Burke and his junior receiving star, Buress, clearly led the highlight films. Burke completed 21 of 36 passes for 400 yards and two touchdowns. Buress, 6 feet 6 and 222 pounds, caught 10 passes for 255 yards and one touchdown, and clearly was more than anybody on the Wolverine side of the ball could handle.

“You better have a big cornerback to put on him,” Saban said.

Burke’s performance included a school record for passing yardage, topping the mark of 369 yards set by Ed Smith against Indiana in 1978. It was also the 10th consecutive game in which Burke has thrown at least one touchdown pass.

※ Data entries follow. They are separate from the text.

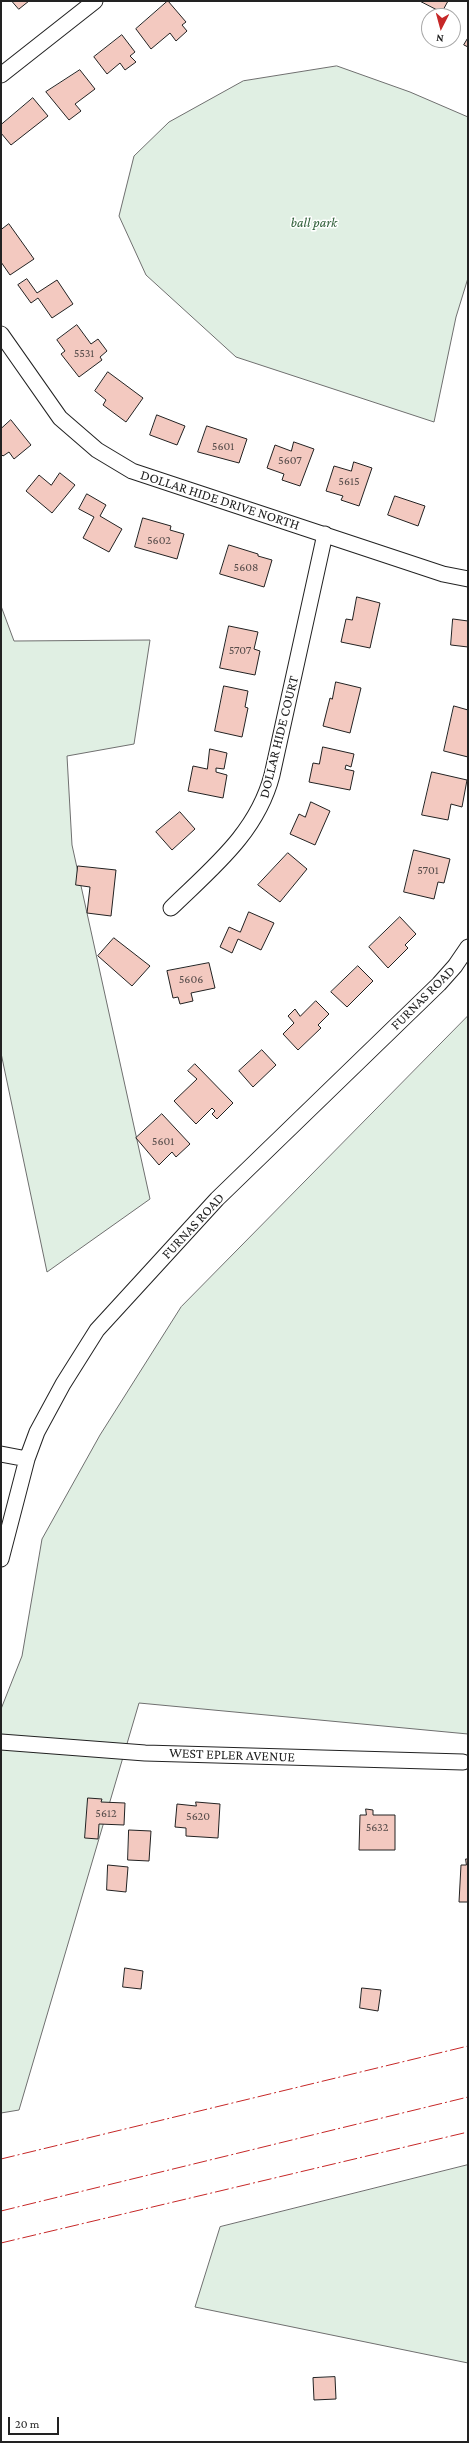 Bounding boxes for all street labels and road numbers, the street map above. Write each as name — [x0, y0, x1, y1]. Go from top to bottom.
street label: DOLLAR HIDE DRIVE NORTH — [138, 466, 302, 534]
street label: DOLLAR HIDE COURT — [256, 674, 302, 800]
street label: FURNAS ROAD — [387, 962, 459, 1034]
street label: FURNAS ROAD — [158, 1189, 228, 1263]
street label: WEST EPLER AVENUE — [169, 1744, 295, 1766]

Buress’ receiving yardage was also a school record, topping the 252 by Andre Rison in the 1989 Gator Bowl.

The only other record in the game was set by Michigan’s Hayden Epstein, whose 56-yard field goal was the longest ever against the Spartans. Epstein, a sophomore from Torrey Pines High near San Diego, wasn’t supposed to even play this season, but obviously has been able to successfully rehabilitate an injured knee.

As well as Michigan State played--and that includes a defense that leads the Big Ten against the rush and allowed Michigan a net six yards on the ground--it led by only three at the half, 13-10.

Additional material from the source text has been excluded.